The Hollywood rumour mill has it that Universal Pictures considered hiring Guillermo del Toro to oversee its ‘Dark Universe’ – the project of exploiting the studio’s monster-movie IP as a Marvel-style shared universe, which now seems to be on hold after the successive false starts of The Wolfman (2010), Dracula Untold (2014) and The Mummy (2017).
USA 2017
Certificate 15 123m 10s
Director Guillermo del Toro
Cast
Strickland Michael Shannon
The Asset Doug Jones
Hoffstetler Michael Stuhlbarg
Eliza Esposito Sally Hawkins
Zelda Octavia Spencer
Giles Richard Jenkins
Elaine Lauren Lee Smith
Fleming David Hewlett
Hoyt Nick Searcy
[1.85:1]
UK release date 16 February 2018
Distributor Twentieth Century Fox
theshapeofwater.co.uk
► Trailer
That deal didn’t come together, but del Toro – free of the oversight that might have turned that dream gig into a nightmare – has now made what amounts to a reboot of Universal’s last great addition to the pantheon of famous monsters, Creature from the Black Lagoon. In The Shape of Water, the amphibian humanoid played sinuously by Doug Jones (who was the similarly aquatic if more articulate Abe Sapien in del Toro’s Hellboy movies) has been hauled in chains from “the mud of the Amazon”, just like the Gill Man in Jack Arnold’s 1954 film. The Shape of Water also riffs on Arnold’s lesser-known follow-up, Revenge of the Creature (1955), as well as Jack Sherwood’s unusually plotted The Creature Walks Among Us (1956), in which the savage monster becomes more sympathetic when abused by inhuman scientists following its capture. Del Toro even carries over a confusion, originating in Revenge of the Creature, as to whether the Gill Man is a freshwater fish or a marine animal.

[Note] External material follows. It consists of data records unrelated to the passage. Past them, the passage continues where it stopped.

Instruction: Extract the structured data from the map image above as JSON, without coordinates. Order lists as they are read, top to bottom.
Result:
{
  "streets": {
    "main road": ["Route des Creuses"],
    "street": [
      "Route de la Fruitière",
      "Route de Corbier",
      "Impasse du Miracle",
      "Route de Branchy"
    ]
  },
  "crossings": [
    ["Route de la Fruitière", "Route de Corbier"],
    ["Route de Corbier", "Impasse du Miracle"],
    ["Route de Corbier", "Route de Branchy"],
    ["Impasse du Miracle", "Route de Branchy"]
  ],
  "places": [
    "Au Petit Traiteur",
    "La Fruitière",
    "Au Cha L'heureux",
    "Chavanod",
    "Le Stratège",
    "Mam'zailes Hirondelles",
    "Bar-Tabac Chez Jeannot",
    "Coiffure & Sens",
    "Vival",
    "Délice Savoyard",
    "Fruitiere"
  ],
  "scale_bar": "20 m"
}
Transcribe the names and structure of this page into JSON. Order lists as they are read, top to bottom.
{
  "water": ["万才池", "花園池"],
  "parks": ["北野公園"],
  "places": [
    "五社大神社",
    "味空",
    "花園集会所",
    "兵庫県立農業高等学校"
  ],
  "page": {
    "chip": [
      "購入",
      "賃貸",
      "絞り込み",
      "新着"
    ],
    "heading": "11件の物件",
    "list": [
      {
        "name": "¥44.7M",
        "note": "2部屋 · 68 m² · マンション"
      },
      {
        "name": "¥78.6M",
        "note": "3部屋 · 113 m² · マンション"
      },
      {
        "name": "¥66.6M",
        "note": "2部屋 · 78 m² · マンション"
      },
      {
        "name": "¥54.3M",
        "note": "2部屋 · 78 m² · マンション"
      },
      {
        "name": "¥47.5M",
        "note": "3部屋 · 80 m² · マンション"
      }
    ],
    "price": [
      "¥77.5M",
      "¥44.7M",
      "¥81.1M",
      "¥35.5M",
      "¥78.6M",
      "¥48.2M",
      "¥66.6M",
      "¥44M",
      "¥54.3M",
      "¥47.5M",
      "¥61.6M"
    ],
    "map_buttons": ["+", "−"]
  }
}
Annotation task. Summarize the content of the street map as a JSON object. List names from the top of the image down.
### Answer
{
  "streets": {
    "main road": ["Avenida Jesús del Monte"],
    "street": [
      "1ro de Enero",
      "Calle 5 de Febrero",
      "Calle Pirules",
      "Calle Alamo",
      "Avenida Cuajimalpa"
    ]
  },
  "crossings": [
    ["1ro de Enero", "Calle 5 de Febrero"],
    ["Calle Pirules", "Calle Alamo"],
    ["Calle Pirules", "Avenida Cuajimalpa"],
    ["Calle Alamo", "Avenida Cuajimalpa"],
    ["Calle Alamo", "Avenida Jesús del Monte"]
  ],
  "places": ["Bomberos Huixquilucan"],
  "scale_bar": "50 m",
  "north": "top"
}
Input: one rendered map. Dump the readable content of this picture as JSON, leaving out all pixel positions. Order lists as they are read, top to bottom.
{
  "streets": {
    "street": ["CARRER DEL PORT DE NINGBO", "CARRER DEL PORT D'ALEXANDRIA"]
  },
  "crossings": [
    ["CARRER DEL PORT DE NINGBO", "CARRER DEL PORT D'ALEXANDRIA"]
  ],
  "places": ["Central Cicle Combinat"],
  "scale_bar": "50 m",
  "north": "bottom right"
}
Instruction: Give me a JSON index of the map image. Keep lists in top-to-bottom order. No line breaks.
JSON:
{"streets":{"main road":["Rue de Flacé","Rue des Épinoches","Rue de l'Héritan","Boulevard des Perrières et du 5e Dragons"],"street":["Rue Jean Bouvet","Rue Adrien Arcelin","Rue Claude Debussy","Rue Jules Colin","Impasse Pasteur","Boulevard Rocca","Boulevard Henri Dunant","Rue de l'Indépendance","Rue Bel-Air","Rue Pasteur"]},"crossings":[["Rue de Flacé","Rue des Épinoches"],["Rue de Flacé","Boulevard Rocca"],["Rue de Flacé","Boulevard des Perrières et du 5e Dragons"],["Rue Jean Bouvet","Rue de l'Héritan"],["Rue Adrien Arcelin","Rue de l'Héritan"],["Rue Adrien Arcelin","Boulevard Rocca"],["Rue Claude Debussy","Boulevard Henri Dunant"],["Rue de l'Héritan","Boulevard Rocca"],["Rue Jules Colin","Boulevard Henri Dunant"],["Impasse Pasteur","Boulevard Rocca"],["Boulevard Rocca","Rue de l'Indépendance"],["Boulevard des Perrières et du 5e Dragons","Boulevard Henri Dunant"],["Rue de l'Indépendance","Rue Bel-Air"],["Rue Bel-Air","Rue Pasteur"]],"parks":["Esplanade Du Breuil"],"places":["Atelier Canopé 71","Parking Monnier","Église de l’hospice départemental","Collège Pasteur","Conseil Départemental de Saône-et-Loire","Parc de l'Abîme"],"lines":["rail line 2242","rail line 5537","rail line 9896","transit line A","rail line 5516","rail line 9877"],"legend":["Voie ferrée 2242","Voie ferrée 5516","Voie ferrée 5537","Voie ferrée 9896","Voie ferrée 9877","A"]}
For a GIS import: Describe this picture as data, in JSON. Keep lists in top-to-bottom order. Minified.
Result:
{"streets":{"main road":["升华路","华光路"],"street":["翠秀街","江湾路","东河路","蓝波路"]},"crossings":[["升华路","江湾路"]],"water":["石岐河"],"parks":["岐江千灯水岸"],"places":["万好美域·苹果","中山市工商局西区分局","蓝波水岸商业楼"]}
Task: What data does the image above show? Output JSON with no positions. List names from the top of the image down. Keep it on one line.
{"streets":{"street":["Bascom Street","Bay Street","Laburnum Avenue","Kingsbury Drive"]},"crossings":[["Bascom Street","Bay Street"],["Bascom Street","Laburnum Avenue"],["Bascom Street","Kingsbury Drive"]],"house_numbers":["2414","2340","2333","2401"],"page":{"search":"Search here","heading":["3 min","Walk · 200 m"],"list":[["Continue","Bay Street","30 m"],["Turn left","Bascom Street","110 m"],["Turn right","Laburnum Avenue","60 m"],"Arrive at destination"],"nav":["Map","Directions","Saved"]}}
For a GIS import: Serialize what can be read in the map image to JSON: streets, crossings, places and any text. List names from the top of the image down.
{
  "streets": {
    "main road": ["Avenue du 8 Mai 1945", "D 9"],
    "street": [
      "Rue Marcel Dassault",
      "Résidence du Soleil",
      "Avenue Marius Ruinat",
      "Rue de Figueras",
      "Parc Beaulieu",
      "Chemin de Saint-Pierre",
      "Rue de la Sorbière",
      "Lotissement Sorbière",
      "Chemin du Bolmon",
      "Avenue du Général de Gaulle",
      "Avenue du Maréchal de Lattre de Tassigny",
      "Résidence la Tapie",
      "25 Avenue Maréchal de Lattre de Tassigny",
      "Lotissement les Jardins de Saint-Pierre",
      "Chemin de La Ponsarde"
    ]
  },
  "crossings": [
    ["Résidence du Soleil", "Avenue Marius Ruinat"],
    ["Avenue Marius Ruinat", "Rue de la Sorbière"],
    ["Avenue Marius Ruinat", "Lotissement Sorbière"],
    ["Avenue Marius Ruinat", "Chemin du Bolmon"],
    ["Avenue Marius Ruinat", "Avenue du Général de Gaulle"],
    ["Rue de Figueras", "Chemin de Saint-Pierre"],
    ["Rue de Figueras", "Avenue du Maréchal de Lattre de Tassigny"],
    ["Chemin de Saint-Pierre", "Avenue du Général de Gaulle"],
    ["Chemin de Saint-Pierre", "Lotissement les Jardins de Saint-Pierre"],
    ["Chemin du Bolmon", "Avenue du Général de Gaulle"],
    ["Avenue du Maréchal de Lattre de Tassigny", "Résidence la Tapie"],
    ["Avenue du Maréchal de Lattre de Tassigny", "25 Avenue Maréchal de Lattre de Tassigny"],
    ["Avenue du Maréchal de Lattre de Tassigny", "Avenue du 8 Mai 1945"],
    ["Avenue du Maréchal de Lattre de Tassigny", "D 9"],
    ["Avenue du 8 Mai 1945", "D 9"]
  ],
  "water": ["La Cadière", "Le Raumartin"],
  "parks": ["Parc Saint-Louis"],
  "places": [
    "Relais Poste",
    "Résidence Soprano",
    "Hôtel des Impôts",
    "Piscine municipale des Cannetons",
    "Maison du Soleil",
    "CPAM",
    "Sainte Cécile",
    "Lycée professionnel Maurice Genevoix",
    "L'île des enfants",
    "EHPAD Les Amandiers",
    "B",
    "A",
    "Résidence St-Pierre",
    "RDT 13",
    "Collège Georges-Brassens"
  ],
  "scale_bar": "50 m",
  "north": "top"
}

With a monster whose name and face are familiar to focus groups, Creature from the Black Lagoon has been in remake development hell for decades. Whatever Universal might want or expect from its Creature, it is highly unlikely it would have greenlit the version that del Toro – working for Fox Searchlight – goes for here. Evoking Stephen Frears’s underrated 1996 film of Valerie Martin’s Mary Reilly, which looked at the story of Dr Jekyll and Mr Hyde from the viewpoint of Dr Jekyll’s maid, this tells the tale of the fish man, who might be a god or a monster, from the viewpoint of Elisa, a cleaning lady at the top-secret institute where he is being studied. (He is definitely not an ‘it’, we are assured in a sign-language set piece that clears up longstanding questions about the Creature’s smooth crotch.)
It’s typical of del Toro’s witty casting that he signed up Sally Hawkins, still best known for playing a woman incapable of shutting up in Mike Leigh’s Happy-Go-Lucky (2008), as the wistful mute Elisa. Experienced with monsters in recent Godzilla films and adorable non-human refugees in the Paddington movies, Hawkins mimes impressively, evoking Jane Wyman’s Oscar lock-in performance as a mute abuse victim in Johnny Belinda (1948). With neck scars (obviously incipient gills) to suggest that Elisa’s orphan character is a stranded mermaid, the film bluntly depicts an association between sex and water (she masturbates every morning in her bath) that resonates throughout the strange romance. The film could have been pitched as a mash-up called ‘Johnny Belinda Meets the Creature’.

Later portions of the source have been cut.